Nothing against white stuff, but we need more than salt to make a good stew, and our stews have been waaaaay too salty for most of our lives.

37 Seconds is a Japanese movie – like, in Japanese, Japanese.

The Netflix description says that it’s about,


Trapped by society and familial obligations, a young manga artist goes on an unconventional journey for sexual freedom and personal liberation

But really, it’s so much more.


What 37 Seconds is REALLY About

It’s the story of a young woman who has Cerebral Palsy, and of her adventures in creating independence for herself, and figuring out her life and her path.

This movie is by turns intense, hilarious, heartbreaking, exquisitely portrayed. The acting is phenomenal.

I understand Japanese well enough to follow the movie without translations. This was helpful for me, in more deeply understanding the tone and nuances of the dialogues, as well as some of the cultural layers.



One thing on a personal note that I loved was that I had wondered some things about disability and access after leaving Japan.
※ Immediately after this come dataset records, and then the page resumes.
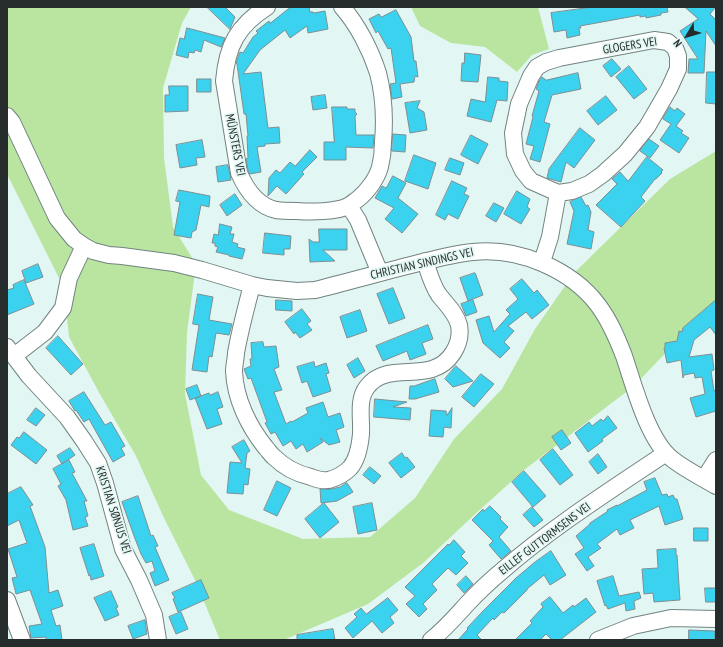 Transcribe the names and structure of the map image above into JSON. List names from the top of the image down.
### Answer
{
  "streets": {
    "street": [
      "GLOGERS VEI",
      "MÜNSTERS VEI",
      "CHRISTIAN SINDINGS VEI",
      "KRISTIAN SØNJUS VEI",
      "EILLEF GUTTORMSENS VEI"
    ]
  },
  "crossings": [
    ["CHRISTIAN SINDINGS VEI", "KRISTIAN SØNJUS VEI"],
    ["CHRISTIAN SINDINGS VEI", "EILLEF GUTTORMSENS VEI"]
  ],
  "north": "bottom left"
} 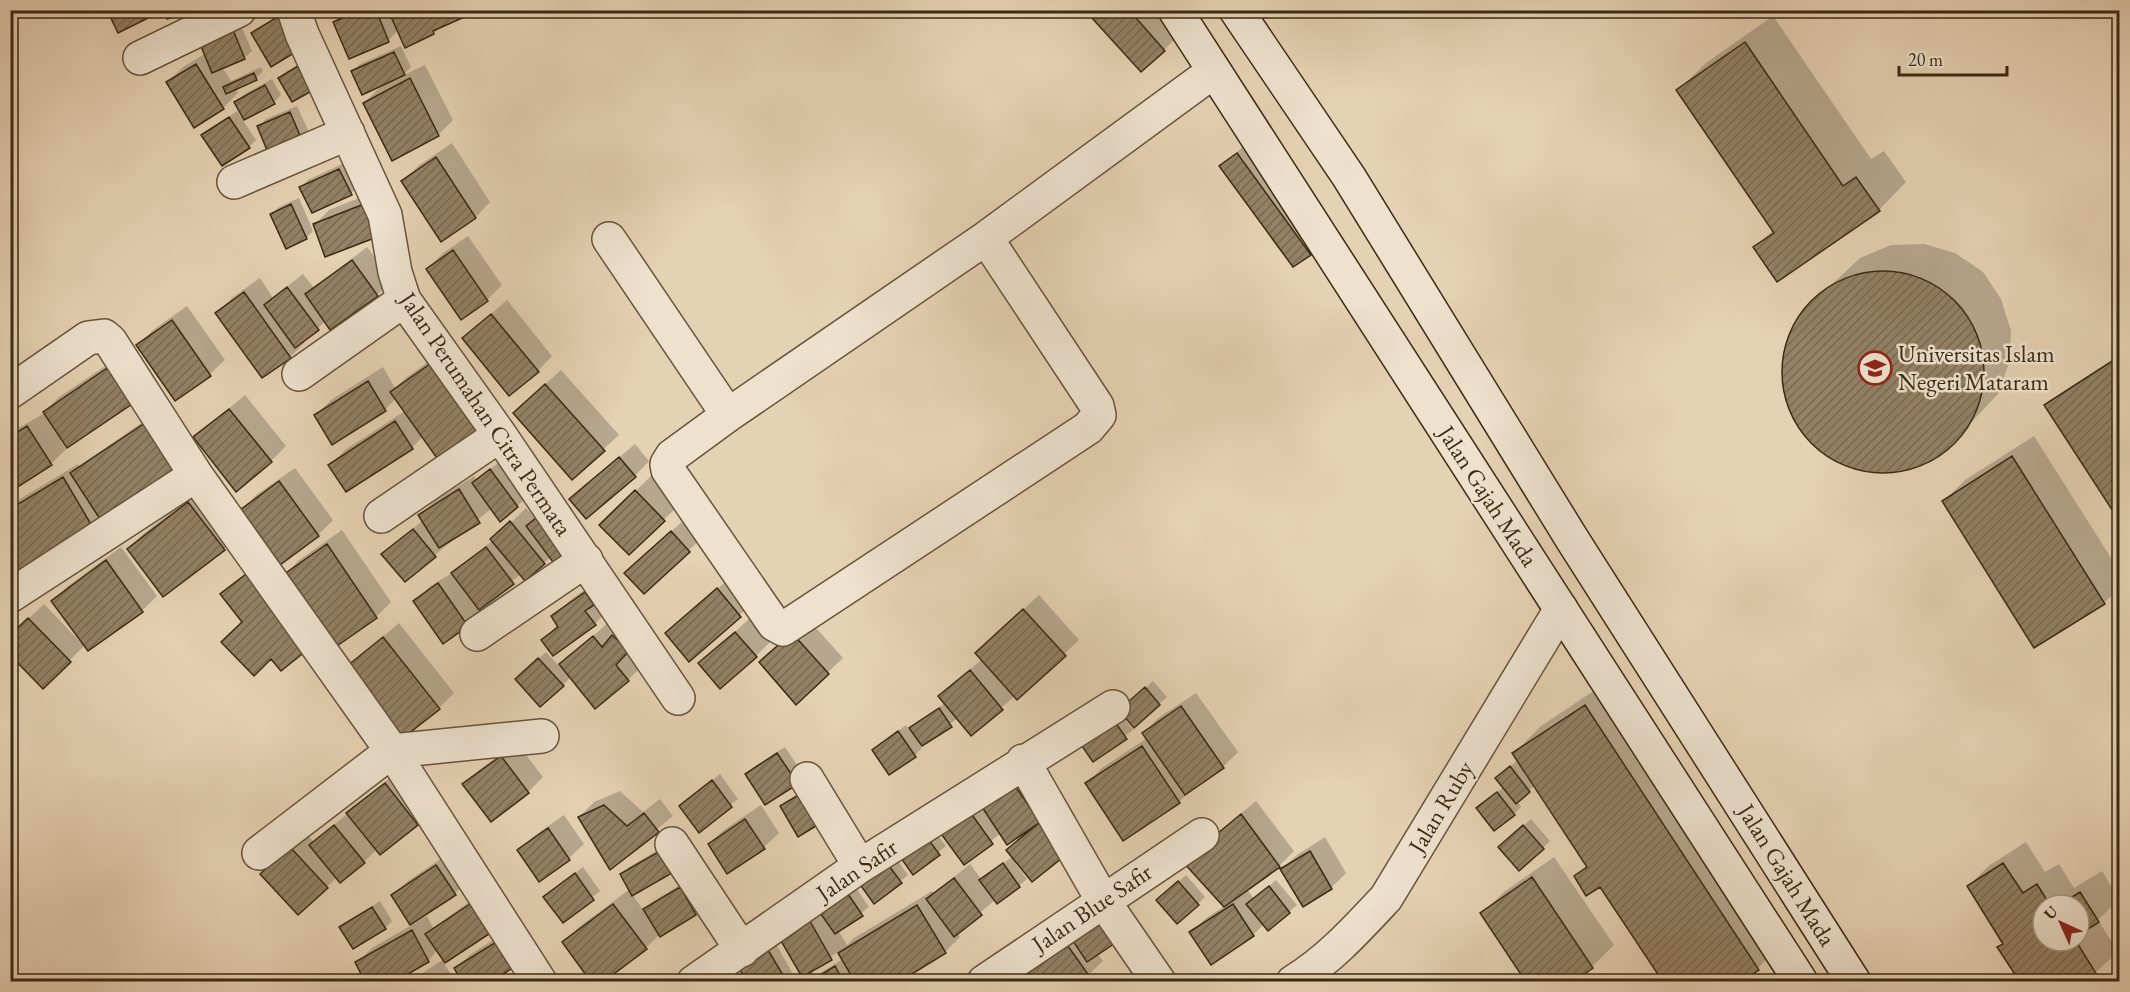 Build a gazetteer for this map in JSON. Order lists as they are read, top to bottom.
{
  "streets": {
    "street": [
      "Jalan Perumahan Citra Permata",
      "Jalan Gajah Mada",
      "Jalan Ruby",
      "Jalan Safir",
      "Jalan Blue Safir"
    ]
  },
  "crossings": [
    ["Jalan Gajah Mada", "Jalan Ruby"]
  ],
  "places": {
    "school or university": ["Universitas Islam Negeri Mataram"]
  },
  "scale_bar": "20 m",
  "north": "top left"
}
You see, in the 5 years that I lived there, I never “came out” with disability.

I was trying to pass the entire time. I think being in a cultural space where no-one quite expects you to understand anything, coupled with the intense tuning in there to non-verbal communication and the freaky fact that I seem to hear Japanese better than I hear English meant that “passing” there wasn’t the overwhelming struggle that it was for me upon returning to the United States.

I wondered a lot about Japanese disability access after I “came out,” because I had not really ever paid much attention to it when I lived there.
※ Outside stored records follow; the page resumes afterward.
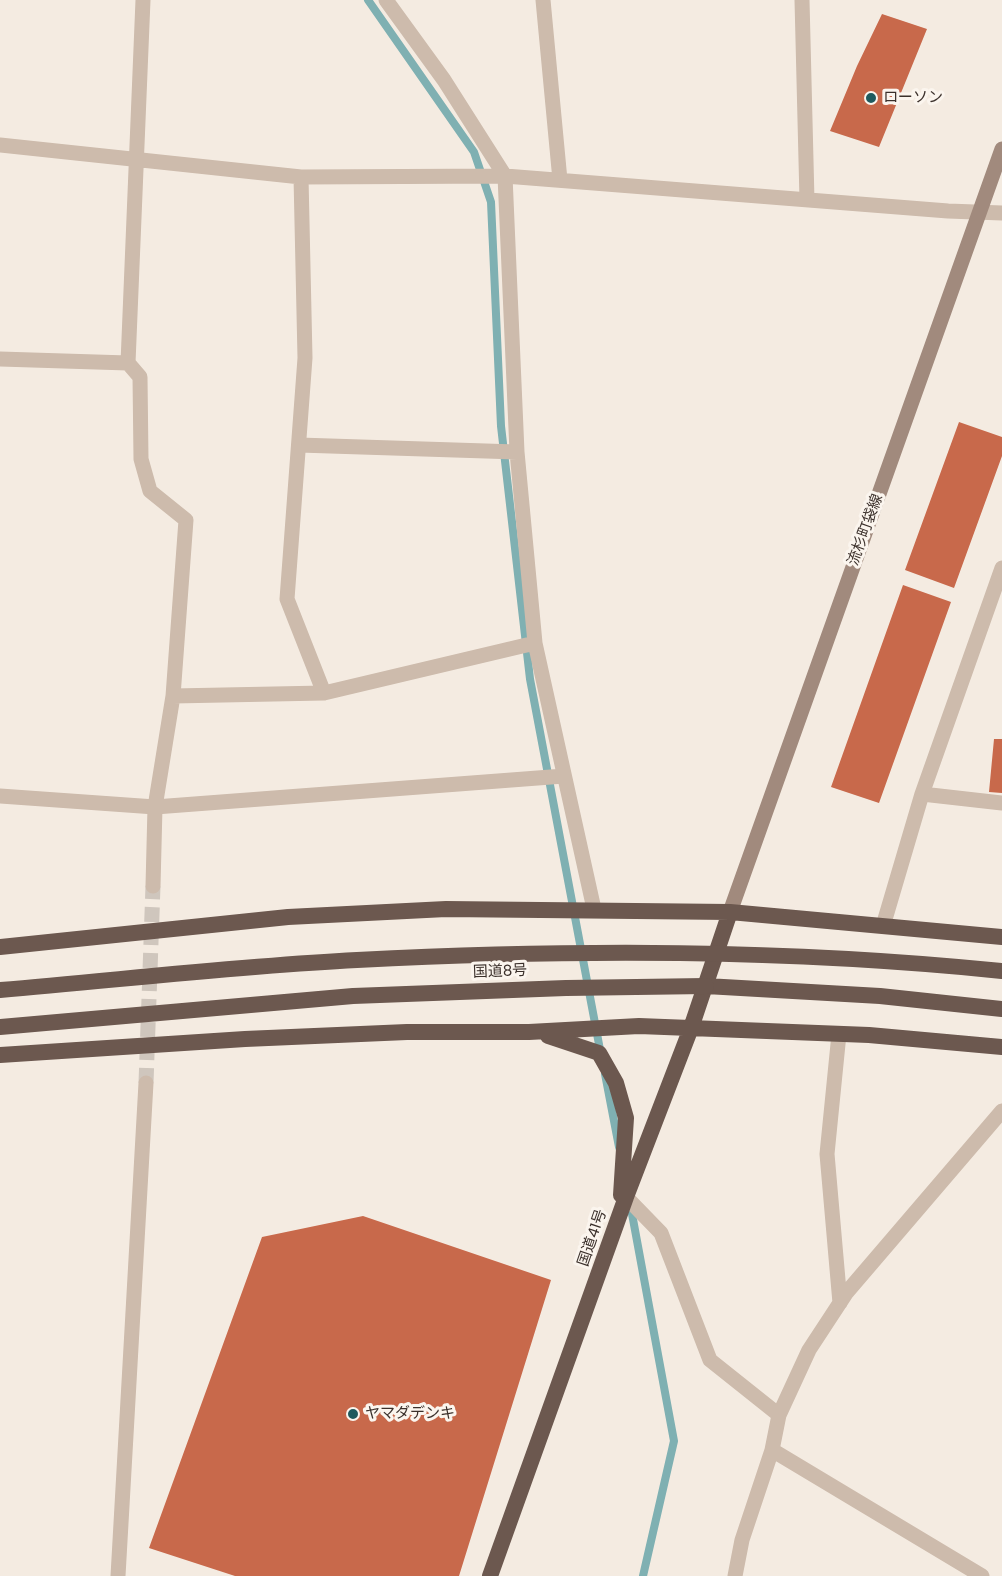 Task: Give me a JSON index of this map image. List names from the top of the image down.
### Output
{
  "streets": {
    "highway": ["国道8号", "国道41号"],
    "main road": ["流杉町袋線"]
  },
  "crossings": [
    ["流杉町袋線", "国道41号"]
  ],
  "places": ["ローソン", "ヤマダデンキ"]
}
37 Seconds shows many snippets of disability access – from the train conductor laying down a portable ramp to seating on the train, elevators in the love hotel (- the love hotel! Oh my God, that was so good!!).
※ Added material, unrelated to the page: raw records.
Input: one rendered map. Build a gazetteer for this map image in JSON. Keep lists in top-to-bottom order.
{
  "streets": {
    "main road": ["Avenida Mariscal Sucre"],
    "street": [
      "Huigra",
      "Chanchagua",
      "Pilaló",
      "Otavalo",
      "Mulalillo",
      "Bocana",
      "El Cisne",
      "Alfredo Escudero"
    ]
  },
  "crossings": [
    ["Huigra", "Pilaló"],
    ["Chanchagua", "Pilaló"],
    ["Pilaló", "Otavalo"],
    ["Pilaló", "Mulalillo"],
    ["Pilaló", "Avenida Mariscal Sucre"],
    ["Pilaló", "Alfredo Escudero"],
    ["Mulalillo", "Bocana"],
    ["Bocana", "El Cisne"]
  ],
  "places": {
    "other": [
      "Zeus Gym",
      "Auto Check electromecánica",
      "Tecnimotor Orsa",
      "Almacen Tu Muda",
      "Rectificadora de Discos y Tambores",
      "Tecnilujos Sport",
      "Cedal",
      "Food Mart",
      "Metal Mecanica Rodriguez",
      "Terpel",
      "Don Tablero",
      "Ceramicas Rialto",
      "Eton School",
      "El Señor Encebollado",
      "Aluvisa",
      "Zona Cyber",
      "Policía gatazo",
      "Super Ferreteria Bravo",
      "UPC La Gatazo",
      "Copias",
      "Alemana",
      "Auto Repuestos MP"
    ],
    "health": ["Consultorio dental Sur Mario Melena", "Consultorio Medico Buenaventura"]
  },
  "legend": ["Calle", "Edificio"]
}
There is a subtle thread throughout the movie, always showing a snippet or two of something related to access, conveying an aspect of the story through those threads.
Some Parts of the Movie Are Going to Make Some People Uncomfortable

There is a naked scene right off the bat in the movie, but only that one. With Netflix’s emphasis on this being a story of “sexual freedom and personal liberation,” I was kind of wondering with the opening scenes if the whole movie was going to be about all kinds of naked-ness.

It’s not (like, dripping with naked-ness), and I think that what IS in there is SO. WELL. CHOSEN.

It’s so well chosen, because it’s so in line with Japanese culture, and what’s “normal” there. This movie was not made or played by white actors from LA, and it does not follow European-American cultural norms. That is going to upset some folks. Probably not you though!

Some Parts of The Movie Make No Sense

Yes, the story line swings through some far-fetched arcs (- like, really? She just happened to have her passport on her, and he could come too?!).

Driving around Tokyo (a city of 24 MILLION people, that can literally take you 4 hours in a train to pass from one end to another), and just happening about her neighborhood, as well as some of the money pieces also left me a little incredulous, but I shrugged.

I figured that’s the beauty of a story, right?

Not everything has to be like it is in “real-life,” not everything in the details need to line up and make sense according to my idea of what is possible.



The heart of 37 Seconds contains so much.
There is independence. Yearning. Talent.
There is power, poetry in the silences.
This movie is all of disability, life, longing, courage, secrets, silence, spaces, access, fear, love, and forgiving.
37 Seconds is like a gorgeous bowl of ramen, deeply satisfying and nourishing.
It also leaves you full for a long, long time after finishing it.